Opening Call: The Australian share market is to open lower.
U.S. stocks ended lower, with the Dow industrials down more than 500 points. The 10-year Treasury yield fell to 1.44% from 1.51% Thursday. The WSJ Dollar Index rose 0.45% to 87.08. U.S. oil prices settled higher, up for a fourth straight week. Gold prices ended lower, suffering their biggest weekly drop since March 2020.
Australia’s S&P/ASX 200 index closed up 0.1%, narrowly missing out on its fourth record close this week. The benchmark rounded out a 0.8% weekly gain, finishing 0.2% short of Wednesday’s record 7386.2. Friday’s strong gains by tech, telecommunications, consumer and health stocks more than offset weakness in the heavyweight financial sector and continued weakness from materials following China’s plan to release metal reserves.
U.S. stocks retreated, with the Dow industrials posting its worst weekly performance since the end of January as traders warily eyed the Federal Reserve for hints of where monetary policy is headed.
The Dow Jones Industrial Average lost 1.6%. The index of blue-chip stocks dropped more than 3% this week, it’s worst showing since it retreated almost 3.3% in the last week of January.
The S&P 500 declined 1.3%. The Nasdaq Composite ticked 0.9% lower, as large technology stocks also fell. Policymakers had signalled Wednesday that they expect to raise interest rates by late 2023, sooner than they had previously anticipated. Sentiment waned again after Federal Reserve Bank of St. Louis leader James Bullard said on CNBC that he expects the first-rate increase even sooner, in late 2022.
Gold prices ended with a loss, with prices posting the biggest weekly drop since March 2020 as the U.S. dollar strengthened following a more hawkish tone from the Federal Reserve.
Gold for August delivery fell 0.3% to settle at $1,763.40 an ounce on Comex. According to FactSet data, gold saw a weekly loss of 5.9%, its largest since the week ended March 13, 2020.
Prices spent part of the day trading higher, but St. Louis Federal Reserve President James Bullard said he expects the central bank to raise its benchmark interest rate in That sent gold prices back toward session lows, said Edward Moya, senior market analyst at Oanda.

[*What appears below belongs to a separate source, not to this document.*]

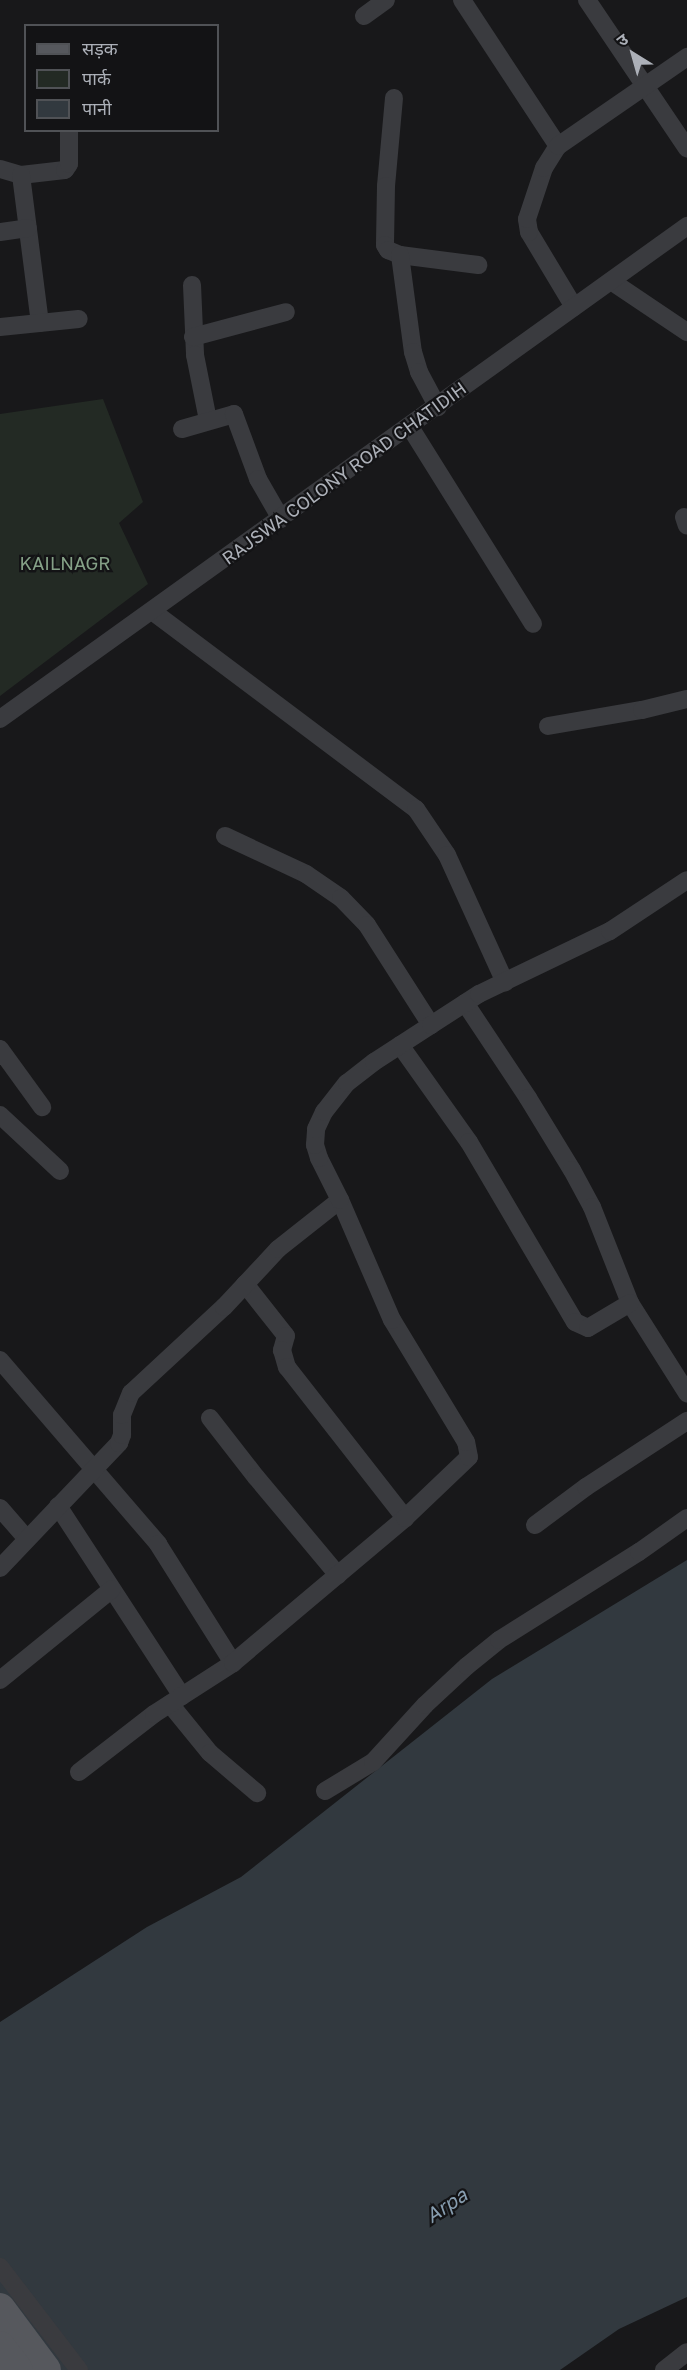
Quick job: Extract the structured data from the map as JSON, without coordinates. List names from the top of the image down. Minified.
{"streets":{"street":["RAJSWA COLONY ROAD CHATIDIH"]},"water":["Arpa"],"parks":["KAILNAGR"],"legend":["सड़क","पार्क","पानी"],"north":"top left"}
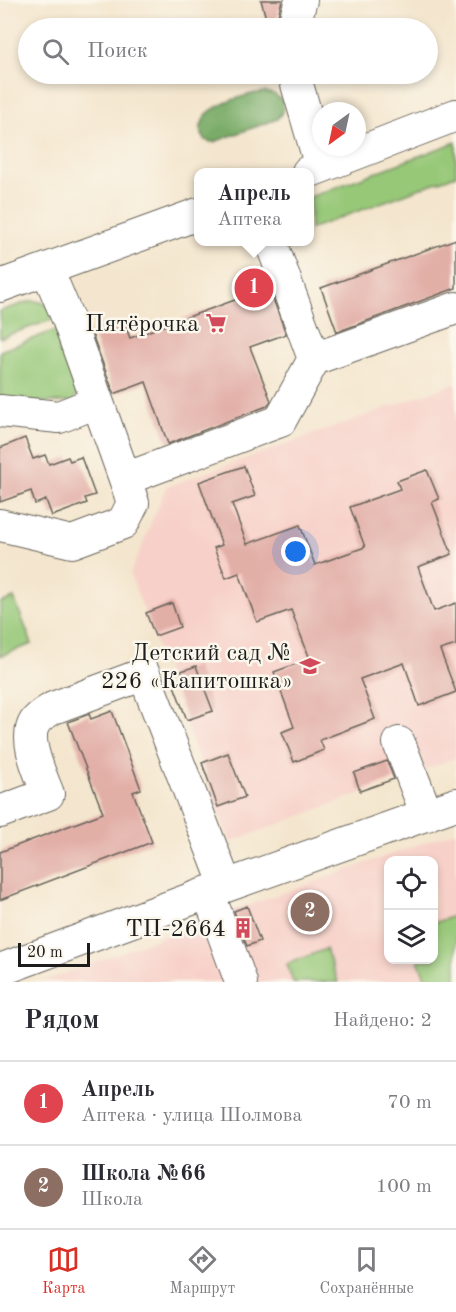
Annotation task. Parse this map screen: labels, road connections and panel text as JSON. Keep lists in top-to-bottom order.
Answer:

Oil futures ended higher, with prices recouping much of the losses from a day earlier that was blamed on strength in the dollar, following a shift in tone by the Federal Reserve this week.
West Texas Intermediate crude for July delivery rose 0.8% to settle at $71.64 a barrel on the New York Mercantile Exchange, lifting the U.S. crude benchmark up 1% for the week, following Thursday’s 1.5% loss. The global benchmark, August Brent crude, rose 0.6% at $73.51 a barrel on ICE Futures Europe. Brent was up 1.1% for the week.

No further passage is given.